New York City-based inCitu said Tuesday that it has raised $2 million in funding to bring future city developments to life via augmented reality so citizens can visualize what will happen to their neighborhoods and participate more fully in city planning.
The company raised $1 million from Schmidt Futures, the philanthropic venture led by Eric and Wendy Schmidt, as well as an additional $1 million from a variety of other investors that included at.inc/, CityBldr, Global Futures Group, H/L Ventures and the WXR Fund, among others.
InCitu uses augmented reality on mobile devices to allow anyone to see how the urban landscape is changing around them at large scale, without the head for headsets — or “in situ,” which informs the name of the company. The idea is to turn what is a messy, archaic process into a beautiful, easily visualized process that anyone can access at any time and provide them with a way for them to access it and understand how the skyline of their neighborhood will change in the future.

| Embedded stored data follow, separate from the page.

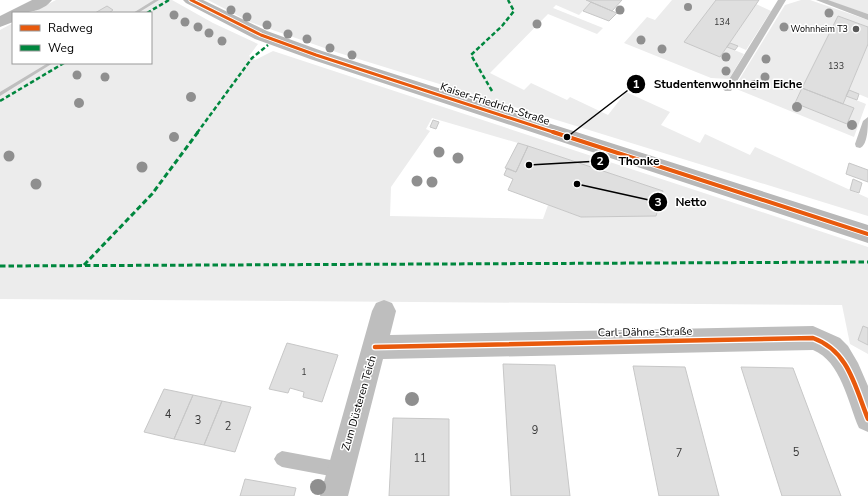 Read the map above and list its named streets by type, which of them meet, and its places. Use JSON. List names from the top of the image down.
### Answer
{
  "streets": {
    "street": ["Kaiser-Friedrich-Straße", "Carl-Dähne-Straße", "Zum Düsteren Teich"]
  },
  "crossings": [
    ["Carl-Dähne-Straße", "Zum Düsteren Teich"]
  ],
  "places": [
    "Wohnheim T3",
    "Studentenwohnheim Eiche",
    "Thonke",
    "Netto"
  ],
  "house_numbers": [
    "134",
    "133",
    "1",
    "4",
    "3",
    "2",
    "9",
    "5",
    "7",
    "11"
  ],
  "legend": ["Radweg", "Weg"]
} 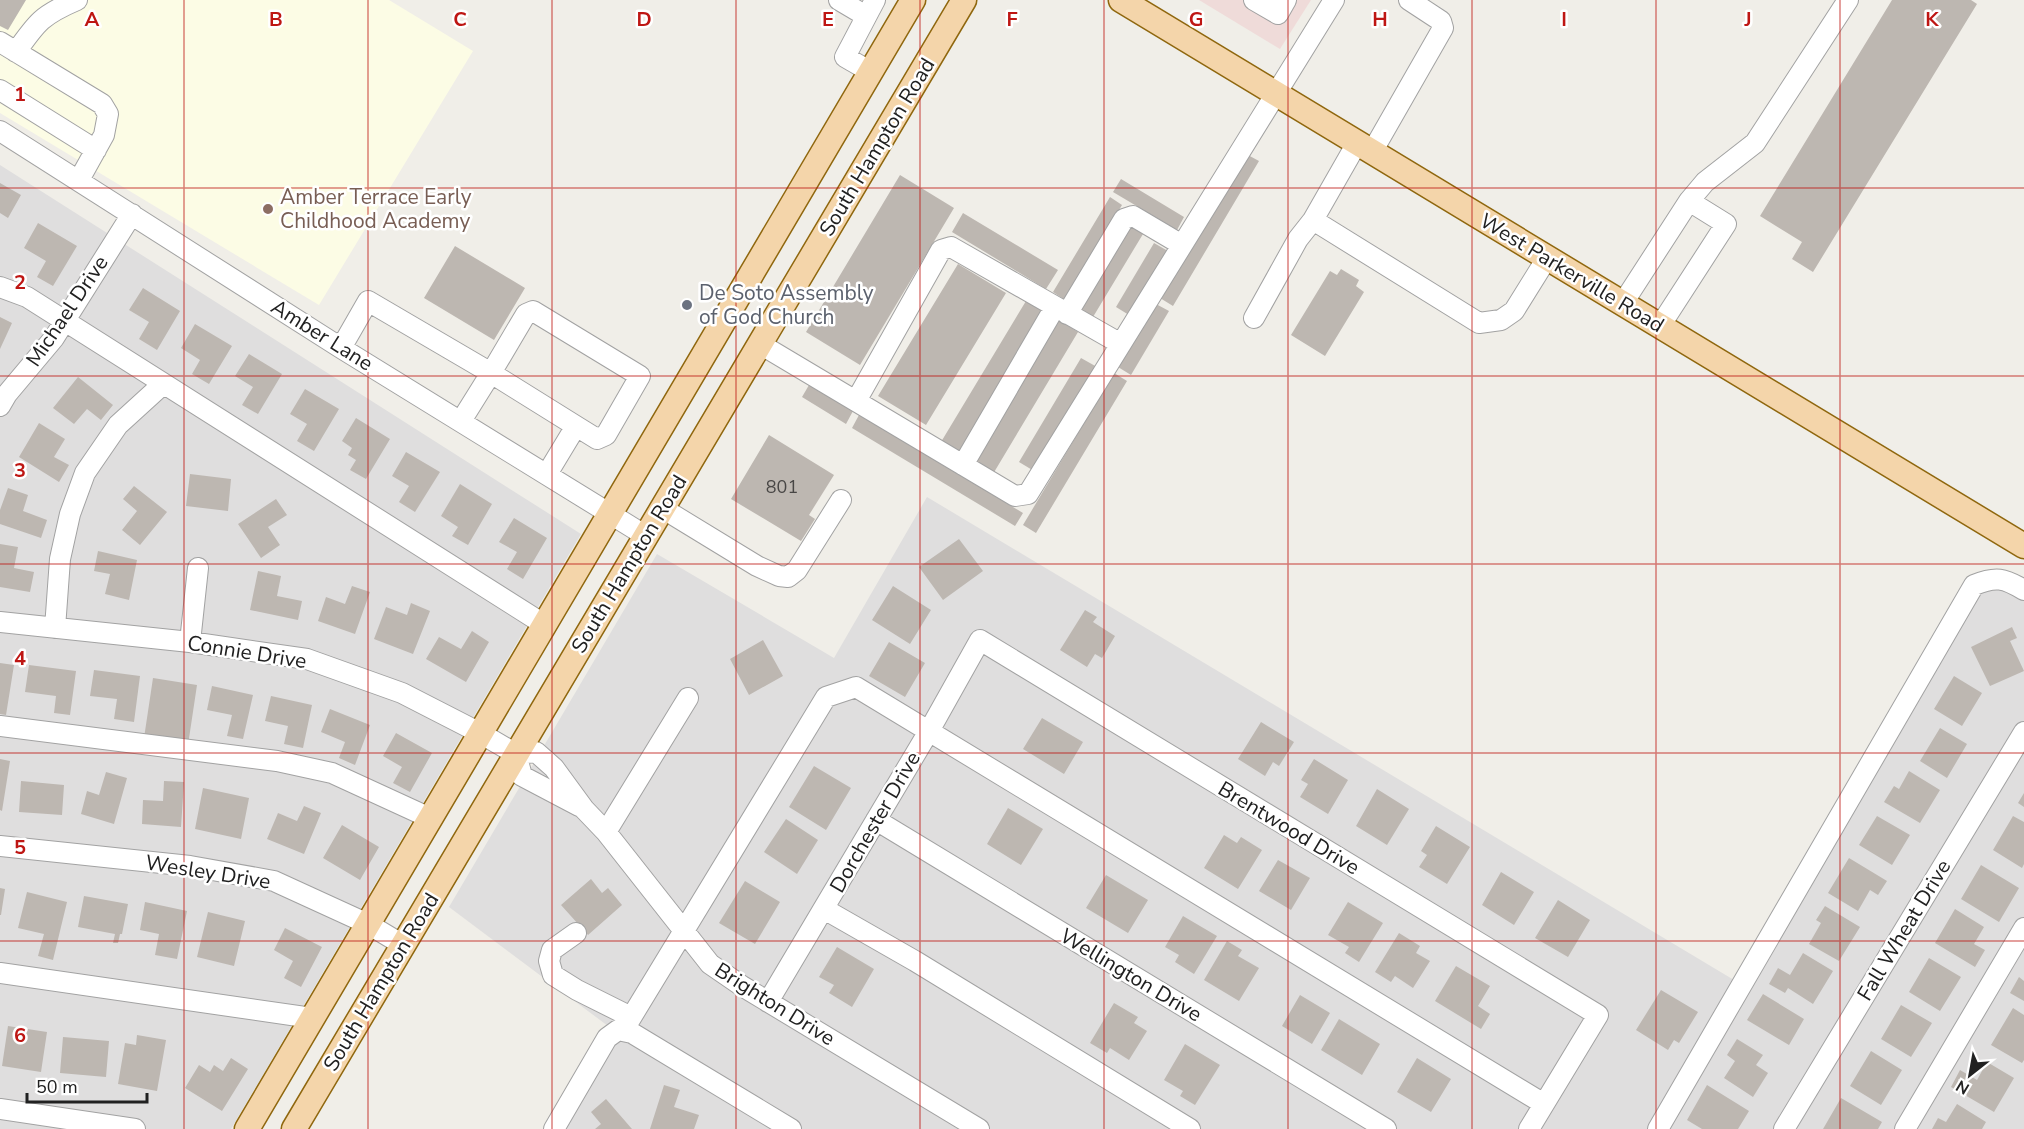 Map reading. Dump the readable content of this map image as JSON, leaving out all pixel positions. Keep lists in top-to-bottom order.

“City planning is too slow, obscure and expensive for the pace of development required in cities today,” said Dana Chermesh-Reshef, founder and chief executive of inCitu. “Facing climate change, severe housing shortage, public health threats, mass urbanization and major geo-political shifts, cities worldwide must adapt fast and effectively, but the obsolete systems prevent equity in the design and decision-making process, leading to a lack of trust, collaboration and inclusivity amongst residents and industry professionals.”

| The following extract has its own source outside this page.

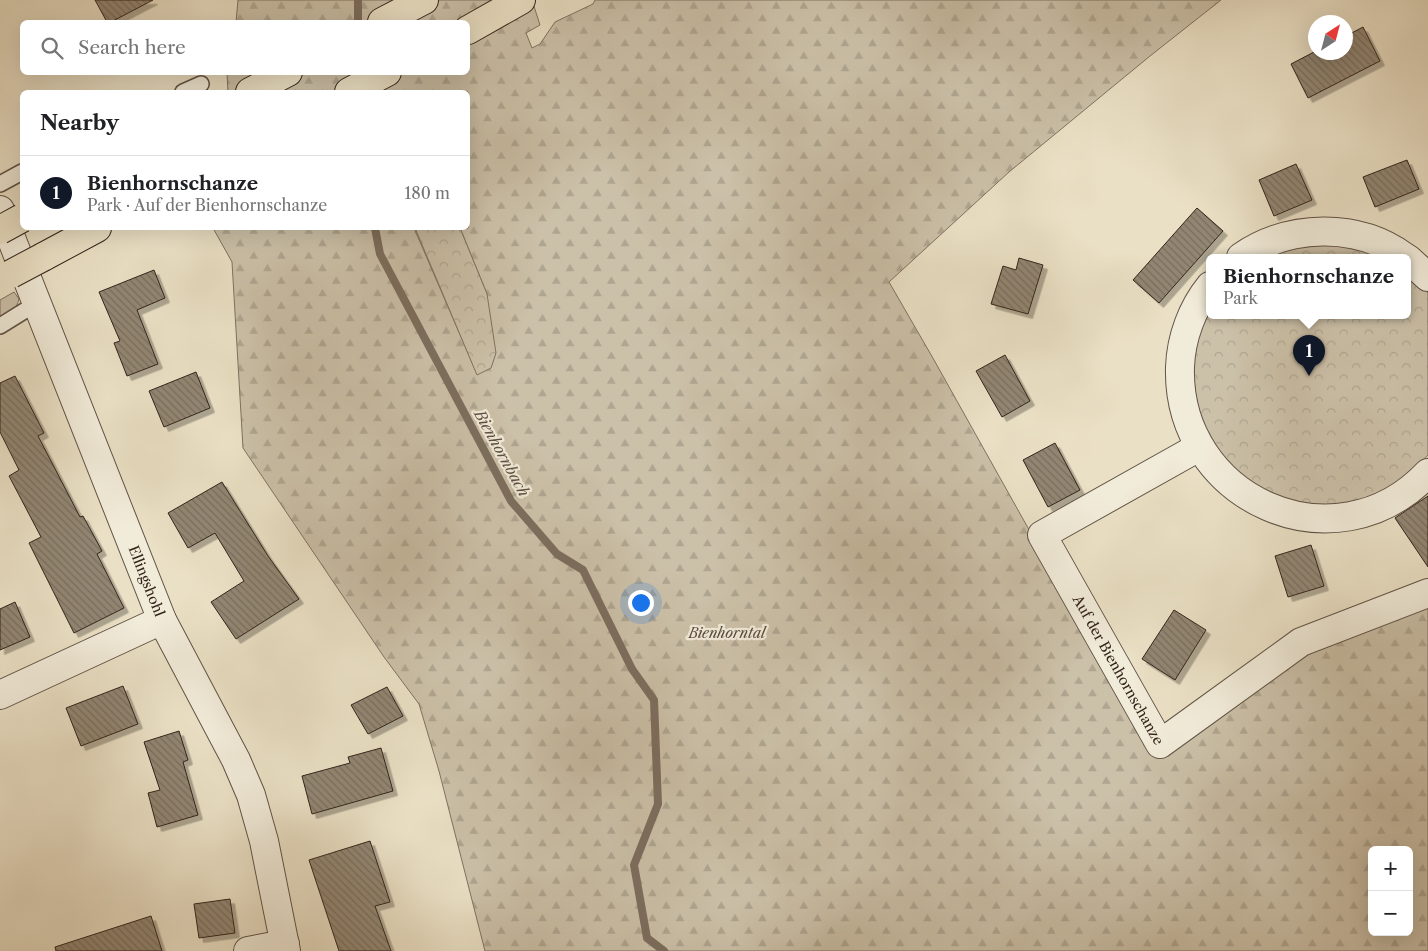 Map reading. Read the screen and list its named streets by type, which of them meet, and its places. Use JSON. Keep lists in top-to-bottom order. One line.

Augmented reality, or AR, uses existing mobile devices to act as a “window” that allows them to see what the world looks like now, with other objects overlaid on what the device’s camera can see. By holding up a smartphone or a tablet to where a future building might be placed, a person can “see” what it would look like placed amidst the other buildings and understand how it would affect the overall architecture and flow of the skyline, intersection and flow of the city itself.
Chermesh-Reshef believes that alone would give citizens a much greater opportunity to become part of city planning and access to information about how their own neighborhoods are changing, more than the two-dimensional documents and notices can do.
Most city dwellers have very little interaction in the urban planning stages surrounding their neighborhoods aside from city council meetings and notices posted on boards that appear at the construction sites that inform them about the features that will appear in the future. And sometimes they don’t notice that the zoning and planning commission is about to allow work until an area is cleared and large equipment begins to roll down the streets.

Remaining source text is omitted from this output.